Humidity is at zero degrees. The wind rattled and snapped the window shades all night. Sirens wail in the distance. This repost from 11/2/11 sums it up:
“There was a desert wind blowing that night. It was one of those hot dry Santa Anas that come down through the mountain passes and curl your hair and make your nerves jump and your skin itch.”
— Raymond Chandler, “Red Wind”
Aunt Annette and Uncle Paul in Chicopee, Massachusetts, still don’t have power on after that freak snowstorm blindsided the East Coast in late October. Here in Los Angeles nothing so devastating has occurred weatherwise, but this morning the Santa Ana winds did arrive, making this the kind of day where ions are so active and static electricity so intense you don’t dare pet a cat. Our house is divided over these seasonal winds, with the breakdown in approval/disapproval generally falling along skin types. Oily skins love it. The sailor in the house loves it. And robust nervous systems usually have no quarrel with these winds blowing out of the cooling high deserts, but the Santa Anas have been notoriously to blame for all manner of calamities and crimes, as Joan Didion explains in this quote from “Los Angeles Notebook.”
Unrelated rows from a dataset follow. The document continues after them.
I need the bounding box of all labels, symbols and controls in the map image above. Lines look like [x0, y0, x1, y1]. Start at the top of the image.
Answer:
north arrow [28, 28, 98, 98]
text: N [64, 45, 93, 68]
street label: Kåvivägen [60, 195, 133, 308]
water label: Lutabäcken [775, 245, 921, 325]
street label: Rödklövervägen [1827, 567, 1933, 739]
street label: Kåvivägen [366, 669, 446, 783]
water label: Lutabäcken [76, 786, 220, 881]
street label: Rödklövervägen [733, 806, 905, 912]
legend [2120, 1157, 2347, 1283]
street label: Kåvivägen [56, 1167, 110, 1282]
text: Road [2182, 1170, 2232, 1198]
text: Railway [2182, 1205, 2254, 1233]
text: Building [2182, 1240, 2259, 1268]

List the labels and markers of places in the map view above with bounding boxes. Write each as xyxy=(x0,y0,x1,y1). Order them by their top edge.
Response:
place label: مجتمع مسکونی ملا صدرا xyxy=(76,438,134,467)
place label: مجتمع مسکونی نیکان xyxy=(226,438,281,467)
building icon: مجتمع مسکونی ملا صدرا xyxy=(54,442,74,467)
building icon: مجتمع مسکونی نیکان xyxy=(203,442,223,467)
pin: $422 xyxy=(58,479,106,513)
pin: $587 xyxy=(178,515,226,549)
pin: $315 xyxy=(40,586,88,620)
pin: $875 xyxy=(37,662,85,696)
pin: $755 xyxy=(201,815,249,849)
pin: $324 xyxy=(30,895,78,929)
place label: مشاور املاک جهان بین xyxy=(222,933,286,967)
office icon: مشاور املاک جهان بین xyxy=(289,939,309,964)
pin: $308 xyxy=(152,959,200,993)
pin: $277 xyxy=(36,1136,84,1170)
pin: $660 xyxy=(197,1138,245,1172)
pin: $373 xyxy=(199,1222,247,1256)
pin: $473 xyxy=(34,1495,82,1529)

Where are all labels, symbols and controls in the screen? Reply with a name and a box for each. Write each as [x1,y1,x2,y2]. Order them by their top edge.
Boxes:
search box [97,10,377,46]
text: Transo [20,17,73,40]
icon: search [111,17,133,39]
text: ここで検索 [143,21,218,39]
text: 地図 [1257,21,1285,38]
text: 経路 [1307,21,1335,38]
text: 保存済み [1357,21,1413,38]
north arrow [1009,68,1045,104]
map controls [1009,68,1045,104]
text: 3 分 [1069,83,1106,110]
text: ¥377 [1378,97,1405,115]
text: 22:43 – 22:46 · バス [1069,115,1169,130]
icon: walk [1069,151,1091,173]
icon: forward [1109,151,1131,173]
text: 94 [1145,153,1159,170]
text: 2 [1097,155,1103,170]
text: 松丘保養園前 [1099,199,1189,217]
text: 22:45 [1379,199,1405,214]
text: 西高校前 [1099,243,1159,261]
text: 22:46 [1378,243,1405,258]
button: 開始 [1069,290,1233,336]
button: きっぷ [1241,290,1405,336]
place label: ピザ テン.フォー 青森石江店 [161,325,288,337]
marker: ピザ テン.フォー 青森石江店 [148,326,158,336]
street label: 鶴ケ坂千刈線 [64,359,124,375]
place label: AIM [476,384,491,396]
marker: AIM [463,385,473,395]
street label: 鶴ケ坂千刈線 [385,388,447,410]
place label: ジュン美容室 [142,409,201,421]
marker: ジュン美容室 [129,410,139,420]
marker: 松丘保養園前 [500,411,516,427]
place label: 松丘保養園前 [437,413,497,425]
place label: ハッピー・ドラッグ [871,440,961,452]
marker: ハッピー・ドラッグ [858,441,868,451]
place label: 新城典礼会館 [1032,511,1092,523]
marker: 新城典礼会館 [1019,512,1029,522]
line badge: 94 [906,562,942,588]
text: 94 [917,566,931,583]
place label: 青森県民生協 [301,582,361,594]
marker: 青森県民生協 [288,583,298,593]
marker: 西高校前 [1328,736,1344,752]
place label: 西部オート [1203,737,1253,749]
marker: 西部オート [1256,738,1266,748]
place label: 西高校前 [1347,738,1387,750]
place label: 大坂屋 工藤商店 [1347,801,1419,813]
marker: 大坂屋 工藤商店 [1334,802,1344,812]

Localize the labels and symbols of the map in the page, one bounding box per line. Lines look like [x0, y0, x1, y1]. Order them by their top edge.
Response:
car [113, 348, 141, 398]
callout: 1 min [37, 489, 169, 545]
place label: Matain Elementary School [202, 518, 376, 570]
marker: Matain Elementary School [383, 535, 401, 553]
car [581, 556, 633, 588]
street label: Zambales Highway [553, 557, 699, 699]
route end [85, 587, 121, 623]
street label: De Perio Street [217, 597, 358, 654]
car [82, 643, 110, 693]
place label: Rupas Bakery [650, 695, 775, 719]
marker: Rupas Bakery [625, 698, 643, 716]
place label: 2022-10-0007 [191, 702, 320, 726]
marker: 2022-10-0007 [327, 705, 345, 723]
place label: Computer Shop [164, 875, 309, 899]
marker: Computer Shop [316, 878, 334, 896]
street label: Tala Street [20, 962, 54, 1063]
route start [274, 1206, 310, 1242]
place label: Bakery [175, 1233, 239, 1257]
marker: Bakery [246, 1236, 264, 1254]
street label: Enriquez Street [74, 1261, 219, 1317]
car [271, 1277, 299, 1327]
“Los Angeles weather is the weather of catastrophe, of apocalypse, and, just as the reliably long and bitter winters of New England determine the way life is lived there, so the violence and the unpredictability of the Santa Ana affect the entire quality of life in Los Angeles, accentuate its impermanence, its unreliability. The wind shows us how close to the edge we are.”
Kate Braverman in “Lithium for Medea” also finds the winds menacing:
“The Santa Ana winds were blasting through the streets, bristling and smelling of desert, of white sunlight, of sharp, wiry plants and white rock…A hot madness was enclosing the city.”
Doomsday literature aside, really, if you keep the lip balm handy, you’ll be fine.
I somehow manage to forget just how violent these winds can be each year – until we get a good blast. My reaction to earthquakes is similar. I hang on, wait until the event is over, then start the clean-up…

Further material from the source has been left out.